DATA Start Marker

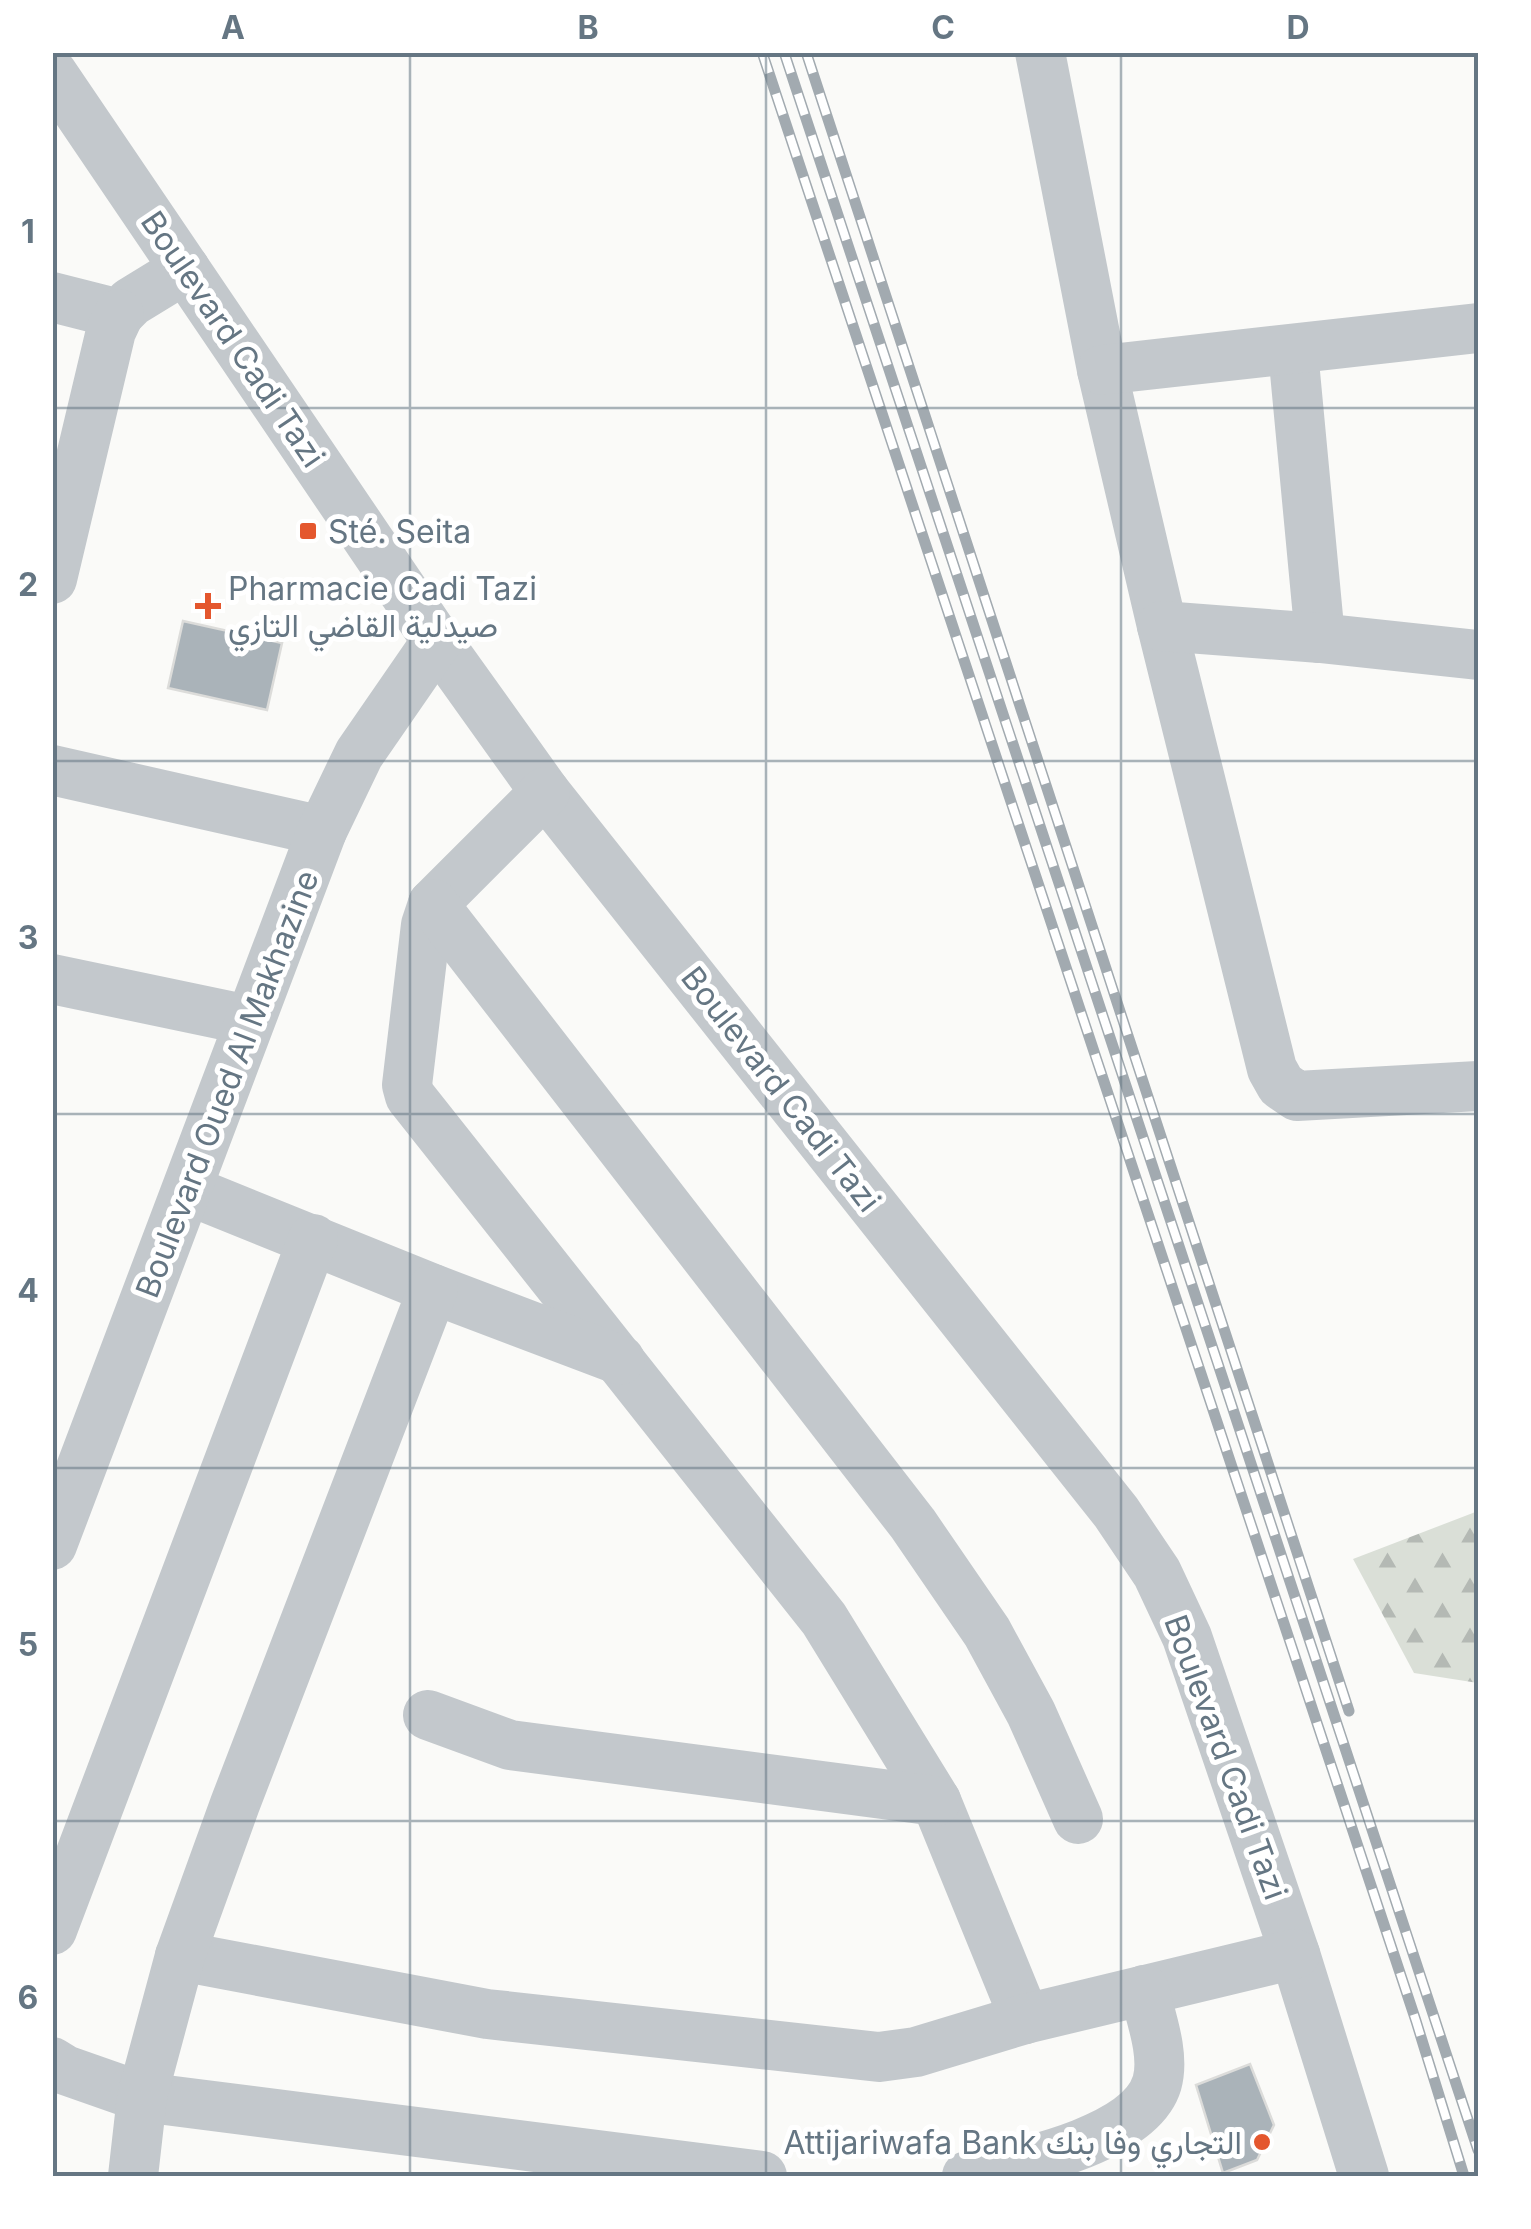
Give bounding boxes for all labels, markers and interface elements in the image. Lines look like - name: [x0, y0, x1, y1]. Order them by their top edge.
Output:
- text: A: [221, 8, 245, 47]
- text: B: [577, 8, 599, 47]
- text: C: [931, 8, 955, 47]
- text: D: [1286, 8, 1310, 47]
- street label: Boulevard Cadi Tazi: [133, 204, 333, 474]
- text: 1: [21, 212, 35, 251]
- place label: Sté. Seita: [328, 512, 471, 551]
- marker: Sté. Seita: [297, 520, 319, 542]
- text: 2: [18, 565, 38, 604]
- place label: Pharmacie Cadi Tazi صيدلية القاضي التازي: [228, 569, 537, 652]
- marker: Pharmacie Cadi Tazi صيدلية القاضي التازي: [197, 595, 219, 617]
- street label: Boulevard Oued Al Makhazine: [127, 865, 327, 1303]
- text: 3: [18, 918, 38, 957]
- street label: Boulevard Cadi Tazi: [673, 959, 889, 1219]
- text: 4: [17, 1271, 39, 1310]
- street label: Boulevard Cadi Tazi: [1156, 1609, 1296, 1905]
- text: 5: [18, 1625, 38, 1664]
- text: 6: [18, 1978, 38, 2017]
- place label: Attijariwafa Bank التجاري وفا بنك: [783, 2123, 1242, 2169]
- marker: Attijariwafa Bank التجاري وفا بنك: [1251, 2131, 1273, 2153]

DATA End Marker

* REQUIREMENT:
Print the records above exactly as they stand, but leave out the pictures.

* SOLUTION FOR THIS TASK:
Give bounding boxes for all labels, markers and interface elements in the image. Lines look like - name: [x0, y0, x1, y1]. Order them by their top edge.
Output:
- text: A: [221, 8, 245, 47]
- text: B: [577, 8, 599, 47]
- text: C: [931, 8, 955, 47]
- text: D: [1286, 8, 1310, 47]
- street label: Boulevard Cadi Tazi: [133, 204, 333, 474]
- text: 1: [21, 212, 35, 251]
- place label: Sté. Seita: [328, 512, 471, 551]
- marker: Sté. Seita: [297, 520, 319, 542]
- text: 2: [18, 565, 38, 604]
- place label: Pharmacie Cadi Tazi صيدلية القاضي التازي: [228, 569, 537, 652]
- marker: Pharmacie Cadi Tazi صيدلية القاضي التازي: [197, 595, 219, 617]
- street label: Boulevard Oued Al Makhazine: [127, 865, 327, 1303]
- text: 3: [18, 918, 38, 957]
- street label: Boulevard Cadi Tazi: [673, 959, 889, 1219]
- text: 4: [17, 1271, 39, 1310]
- street label: Boulevard Cadi Tazi: [1156, 1609, 1296, 1905]
- text: 5: [18, 1625, 38, 1664]
- text: 6: [18, 1978, 38, 2017]
- place label: Attijariwafa Bank التجاري وفا بنك: [783, 2123, 1242, 2169]
- marker: Attijariwafa Bank التجاري وفا بنك: [1251, 2131, 1273, 2153]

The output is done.